== Task ==
From the data below, return each line in which the string "heat" is found.

[Exercise materials]

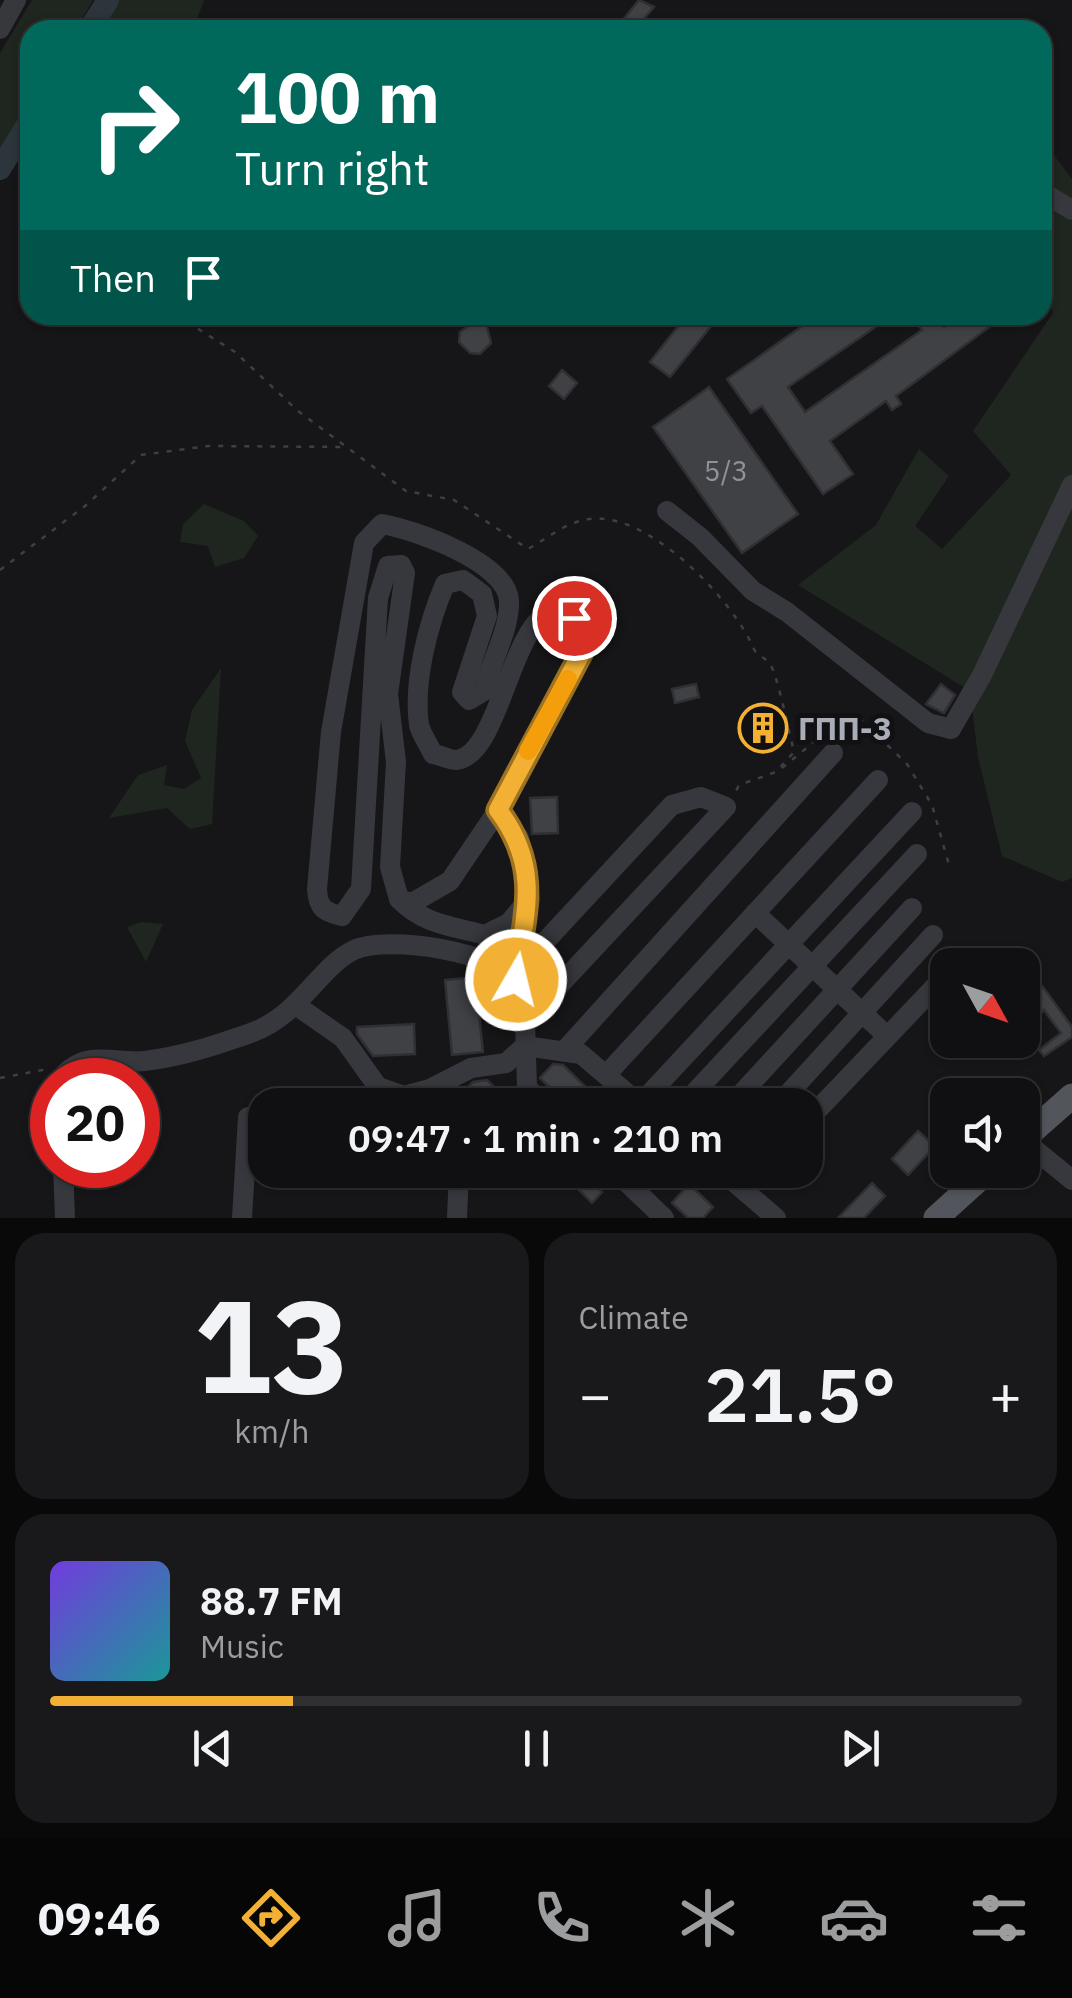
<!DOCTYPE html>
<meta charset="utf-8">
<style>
body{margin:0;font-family:"IBM Plex Sans",sans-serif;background:#19191b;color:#f1f3f6;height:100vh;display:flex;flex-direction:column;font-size:38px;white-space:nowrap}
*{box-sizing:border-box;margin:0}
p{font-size:32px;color:#9c9d9f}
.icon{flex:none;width:55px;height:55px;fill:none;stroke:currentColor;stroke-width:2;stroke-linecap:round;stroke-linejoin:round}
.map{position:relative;height:1218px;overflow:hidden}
.details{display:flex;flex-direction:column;gap:15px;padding:15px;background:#09090a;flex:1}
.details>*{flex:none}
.hud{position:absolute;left:20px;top:20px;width:1032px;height:305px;border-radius:30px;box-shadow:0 2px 8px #0004,0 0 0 2px #303032;background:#00695c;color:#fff;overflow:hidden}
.needle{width:65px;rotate:130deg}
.fabs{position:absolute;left:930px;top:948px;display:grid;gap:20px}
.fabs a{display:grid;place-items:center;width:110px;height:110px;border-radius:20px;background:#101012;box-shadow:0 2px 8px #0004,0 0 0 2px #303032;font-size:50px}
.speed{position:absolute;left:30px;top:1058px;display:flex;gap:20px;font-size:50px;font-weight:700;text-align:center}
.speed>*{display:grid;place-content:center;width:130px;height:130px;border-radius:50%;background:#101012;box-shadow:0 2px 8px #0004,0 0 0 2px #303032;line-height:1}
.speed .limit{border:15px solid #d22;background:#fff;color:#111}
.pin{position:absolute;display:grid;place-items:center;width:85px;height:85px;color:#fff;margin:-42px;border:5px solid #fff;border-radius:50%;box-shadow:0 2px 10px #0007}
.me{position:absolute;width:110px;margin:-55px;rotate:8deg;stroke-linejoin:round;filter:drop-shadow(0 0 8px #0008)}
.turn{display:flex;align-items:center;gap:35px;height:210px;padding:0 50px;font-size:45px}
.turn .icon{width:130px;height:130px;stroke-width:2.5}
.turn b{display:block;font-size:70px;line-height:85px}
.then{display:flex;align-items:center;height:95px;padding:0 50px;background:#0003;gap:20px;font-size:38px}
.big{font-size:75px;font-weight:600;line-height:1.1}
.details .tile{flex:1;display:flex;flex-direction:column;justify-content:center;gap:15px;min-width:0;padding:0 35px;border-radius:30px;background:#19191b}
.details .dial{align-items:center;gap:0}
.dial b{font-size:130px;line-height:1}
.song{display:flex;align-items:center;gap:30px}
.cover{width:120px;height:120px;border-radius:15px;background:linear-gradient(135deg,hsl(260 70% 55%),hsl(180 70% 35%))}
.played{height:10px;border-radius:5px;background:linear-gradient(90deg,#f2b134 25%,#303032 25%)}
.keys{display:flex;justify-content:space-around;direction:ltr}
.heat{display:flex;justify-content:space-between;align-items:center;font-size:55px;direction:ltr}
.details .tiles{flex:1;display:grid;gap:15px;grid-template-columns:1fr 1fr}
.tile:last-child{grid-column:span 2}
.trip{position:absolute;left:248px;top:1088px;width:575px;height:100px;border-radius:30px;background:#101012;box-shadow:0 2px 8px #0004,0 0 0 2px #303032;font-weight:600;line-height:100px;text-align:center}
.menu{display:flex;height:160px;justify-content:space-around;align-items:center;background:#060607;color:#9c9d9f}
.menu .icon{width:70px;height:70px}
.menu .current{color:#f2b134}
.menu b{font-size:45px;color:#f1f3f6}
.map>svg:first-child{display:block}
.green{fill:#1e261f}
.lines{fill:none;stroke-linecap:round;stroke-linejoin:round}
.river{stroke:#2c353c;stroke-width:22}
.building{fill:#404145;stroke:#303034;stroke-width:2.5}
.path{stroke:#3d3f44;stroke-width:2.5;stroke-dasharray:5 8;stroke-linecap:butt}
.minor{stroke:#37383d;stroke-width:20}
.major{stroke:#53555c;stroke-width:25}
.route-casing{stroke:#9d7322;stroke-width:25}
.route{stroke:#f2b134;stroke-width:18}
.slow{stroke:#f59e0b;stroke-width:18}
.labels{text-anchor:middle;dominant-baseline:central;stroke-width:10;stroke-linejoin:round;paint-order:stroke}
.number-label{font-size:28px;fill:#8e929b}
.poi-label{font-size:32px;font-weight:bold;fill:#a8adb8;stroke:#111113;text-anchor:start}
</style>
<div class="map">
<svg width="1072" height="1218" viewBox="0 0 1072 1218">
<rect width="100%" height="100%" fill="#161618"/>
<g class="green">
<polygon points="32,0 93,0 75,30 30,30 30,102 0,150 0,53"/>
<polygon points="116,0 204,0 197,20 201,30 96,30"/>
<polygon points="1053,154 1072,179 1072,201 1043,182 1042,158"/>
<polygon points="1058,208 1072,221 1072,878 1062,882 1002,856 978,757 970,691 798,585 876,525 919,449 949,476 915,526 942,549 1011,475 973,431 1053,313 1043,279 1043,210"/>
<polygon points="204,504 244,521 258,536 244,558 215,567 208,546 180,542 183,524"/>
<polygon points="221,668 212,824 190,829 167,808 109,818 138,775 167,765 164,785 184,789 201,778 185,741 192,710"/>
<polygon points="141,922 163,924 146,962 127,927"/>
</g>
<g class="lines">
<g class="river">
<polyline points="89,30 108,0"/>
<polyline points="0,169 30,120"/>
</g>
</g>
<g class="building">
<polygon points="639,0 654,7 634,30 622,21"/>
<polygon points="484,315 491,343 480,354 470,353 459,342 460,332"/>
<polygon points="687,315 720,315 670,377 650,362"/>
<polygon points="818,315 893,315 788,387 805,412 922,330 916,322 926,315 936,315 944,327 960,315 991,315 996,322 896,396 901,404 892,410 886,401 830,441 853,474 823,494 762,406 751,413 727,379"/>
<polygon points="562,370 577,383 564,399 549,386"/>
<polygon points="709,387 798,514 742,553 653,427"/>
<polygon points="696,684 699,697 675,703 672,689"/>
<polygon points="941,684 955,695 944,713 926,704"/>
<polygon points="769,705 776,747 757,750 750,709"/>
<polygon points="557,797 558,833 532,834 530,798"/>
<polygon points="1022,968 1043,987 1072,1027 1072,1037 1044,1056 1039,1050 1061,1033 1044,1010 1036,1018 1022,1000 1031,991 1022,979"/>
<polygon points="475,977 483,1052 452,1055 445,980"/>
<polygon points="414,1024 415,1054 373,1056 357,1034 357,1027"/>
<polygon points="553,1064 563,1065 604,1105 568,1105 540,1078"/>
<polygon points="487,1080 505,1098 498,1105 484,1105 475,1096 467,1105 451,1105 473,1082"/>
<polygon points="918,1131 935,1146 908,1175 892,1159"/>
<polygon points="573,1170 580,1170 602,1192 592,1203 566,1177"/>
<polygon points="872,1183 885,1196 864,1218 838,1218"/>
<polygon points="689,1184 713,1207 703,1218 688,1218 672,1203"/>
</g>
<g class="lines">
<g class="path">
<path d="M176,315L235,352L298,411L406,491L454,500L528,549C548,538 566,522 589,519C649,511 733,600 754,649C757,656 765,657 770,664C777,673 790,736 794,752L776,772L739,785L735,793"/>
<polyline points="0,570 85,506 141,455 208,446 347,447"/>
<polyline points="782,768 824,734 861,720 907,764 932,805 949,865"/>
<polyline points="0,1078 48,1069"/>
</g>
<g class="minor">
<polyline points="0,29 16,0"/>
<polyline points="1042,192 1072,210"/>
<polyline points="667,511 700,537 753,591 787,612 928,723 951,729 982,675 1072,485"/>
<path d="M382,524C415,530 507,562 509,601C510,630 490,663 484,691L469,700L462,692L487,616L482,594L463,580L445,584C428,624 413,681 419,725C421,734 429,745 433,754C440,755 450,760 456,760C509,755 514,559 583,626L582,652L498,810L450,881L412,903L399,899L390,867L396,762L388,694L405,573L401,565L388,566L378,598L361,889L342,916C324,912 318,908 317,889L331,732L364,543Z"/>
<polyline points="498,810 519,838 530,899 515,974 525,1022 527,1088 545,1105"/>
<path d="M399,899C424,925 453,926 485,935L509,923L528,900"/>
<polyline points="755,913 887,1036"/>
<polyline points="515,974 672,805 701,797 726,807 525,1022"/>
<polyline points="297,1006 343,1038 378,1087 404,1096 430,1089 471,1068 506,1063 525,1046 581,1054 641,1105"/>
<polyline points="566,1049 833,753"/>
<polyline points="606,1075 878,780"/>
<path d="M59,1080C67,1071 72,1066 83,1062C101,1056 125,1063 144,1061C180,1057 213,1046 248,1034C300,1017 318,967 354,950C387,935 501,951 517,985"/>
<polyline points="640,1104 912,812"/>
<polyline points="683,1105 917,854"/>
<polyline points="731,1105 912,908"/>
<polyline points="778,1105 933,935"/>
<polyline points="805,1123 948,973"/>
<polyline points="1023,1140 1072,1180"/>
<polyline points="63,1165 65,1218"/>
<polyline points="614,1170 664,1218"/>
<polyline points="720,1170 776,1218"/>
<polyline points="743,1189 761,1170"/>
<polyline points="242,1218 248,1117 265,1117"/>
<polyline points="457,1218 459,1170"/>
</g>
<g class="major">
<polyline points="1022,1140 1072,1096"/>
<polyline points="936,1218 989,1170"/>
</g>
</g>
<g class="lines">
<g class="route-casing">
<path id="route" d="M516,980L517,986L515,974C527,911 540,865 498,810L582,652L583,626L574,618"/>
</g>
<use href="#route" class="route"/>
<polyline class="slow" points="528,751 568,679"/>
</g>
<defs>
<g id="building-ring" transform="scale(2.5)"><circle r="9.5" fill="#111113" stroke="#f2b134" stroke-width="1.5"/><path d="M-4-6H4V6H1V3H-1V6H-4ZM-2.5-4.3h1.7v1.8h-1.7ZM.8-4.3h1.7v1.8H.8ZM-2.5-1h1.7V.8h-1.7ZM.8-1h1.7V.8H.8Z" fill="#f2b134"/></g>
</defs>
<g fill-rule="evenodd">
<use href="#building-ring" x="763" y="728"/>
</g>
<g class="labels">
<g class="number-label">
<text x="726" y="470">5/3</text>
</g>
<g class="poi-label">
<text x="798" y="728">ГПП-3</text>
</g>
</g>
</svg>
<div class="fabs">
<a><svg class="needle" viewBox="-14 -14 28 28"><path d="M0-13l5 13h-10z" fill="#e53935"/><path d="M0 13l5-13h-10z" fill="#9c9d9f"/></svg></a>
<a><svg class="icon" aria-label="sound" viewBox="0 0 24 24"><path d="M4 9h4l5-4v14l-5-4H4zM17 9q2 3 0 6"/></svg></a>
</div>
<div class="speed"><div class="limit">20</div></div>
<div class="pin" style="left:574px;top:618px;background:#d93025"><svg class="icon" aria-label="arrive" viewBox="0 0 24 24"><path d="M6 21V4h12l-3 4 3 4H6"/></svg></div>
<svg class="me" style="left:516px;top:980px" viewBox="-20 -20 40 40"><circle r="17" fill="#f2b134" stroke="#fff" stroke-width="3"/><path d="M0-11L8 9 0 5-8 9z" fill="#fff"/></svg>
<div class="trip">09:47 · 1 min · 210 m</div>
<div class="hud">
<div class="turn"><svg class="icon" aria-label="right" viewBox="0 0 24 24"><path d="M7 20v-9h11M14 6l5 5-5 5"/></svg><div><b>100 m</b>Turn right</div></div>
<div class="then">Then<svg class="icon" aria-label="arrive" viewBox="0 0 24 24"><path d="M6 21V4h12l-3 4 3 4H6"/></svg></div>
</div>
</div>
<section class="details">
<div class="tiles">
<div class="tile dial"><b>13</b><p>km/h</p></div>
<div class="tile"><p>Climate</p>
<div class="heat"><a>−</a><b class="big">21.5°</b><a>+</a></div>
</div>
<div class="tile">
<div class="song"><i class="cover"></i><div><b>88.7 FM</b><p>Music</p></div></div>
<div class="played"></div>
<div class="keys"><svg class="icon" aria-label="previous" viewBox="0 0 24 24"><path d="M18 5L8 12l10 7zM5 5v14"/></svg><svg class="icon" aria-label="pause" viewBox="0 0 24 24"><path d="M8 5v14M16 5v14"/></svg><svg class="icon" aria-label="next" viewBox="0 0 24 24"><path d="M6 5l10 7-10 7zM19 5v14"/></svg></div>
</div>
</div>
</section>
<nav class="menu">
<b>09:46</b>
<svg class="icon current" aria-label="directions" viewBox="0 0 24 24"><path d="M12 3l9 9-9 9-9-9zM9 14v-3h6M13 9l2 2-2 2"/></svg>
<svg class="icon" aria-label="music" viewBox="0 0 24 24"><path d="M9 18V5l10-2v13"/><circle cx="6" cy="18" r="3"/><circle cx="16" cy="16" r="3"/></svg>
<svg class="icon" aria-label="phone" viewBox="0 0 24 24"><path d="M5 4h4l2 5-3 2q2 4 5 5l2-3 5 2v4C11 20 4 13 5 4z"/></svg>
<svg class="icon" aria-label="climate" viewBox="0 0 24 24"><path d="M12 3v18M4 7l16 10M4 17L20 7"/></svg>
<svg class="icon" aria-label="car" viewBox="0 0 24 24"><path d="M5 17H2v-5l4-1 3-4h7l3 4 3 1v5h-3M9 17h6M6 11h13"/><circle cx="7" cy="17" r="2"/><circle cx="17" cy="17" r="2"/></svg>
<svg class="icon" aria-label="filters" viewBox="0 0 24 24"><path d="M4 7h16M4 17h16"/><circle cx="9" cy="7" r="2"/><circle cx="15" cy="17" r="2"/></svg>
</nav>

[/Exercise materials]

== Task solution ==
.heat{display:flex;justify-content:space-between;align-items:center;font-size:55px;direction:ltr}
<div class="heat"><a>−</a><b class="big">21.5°</b><a>+</a></div>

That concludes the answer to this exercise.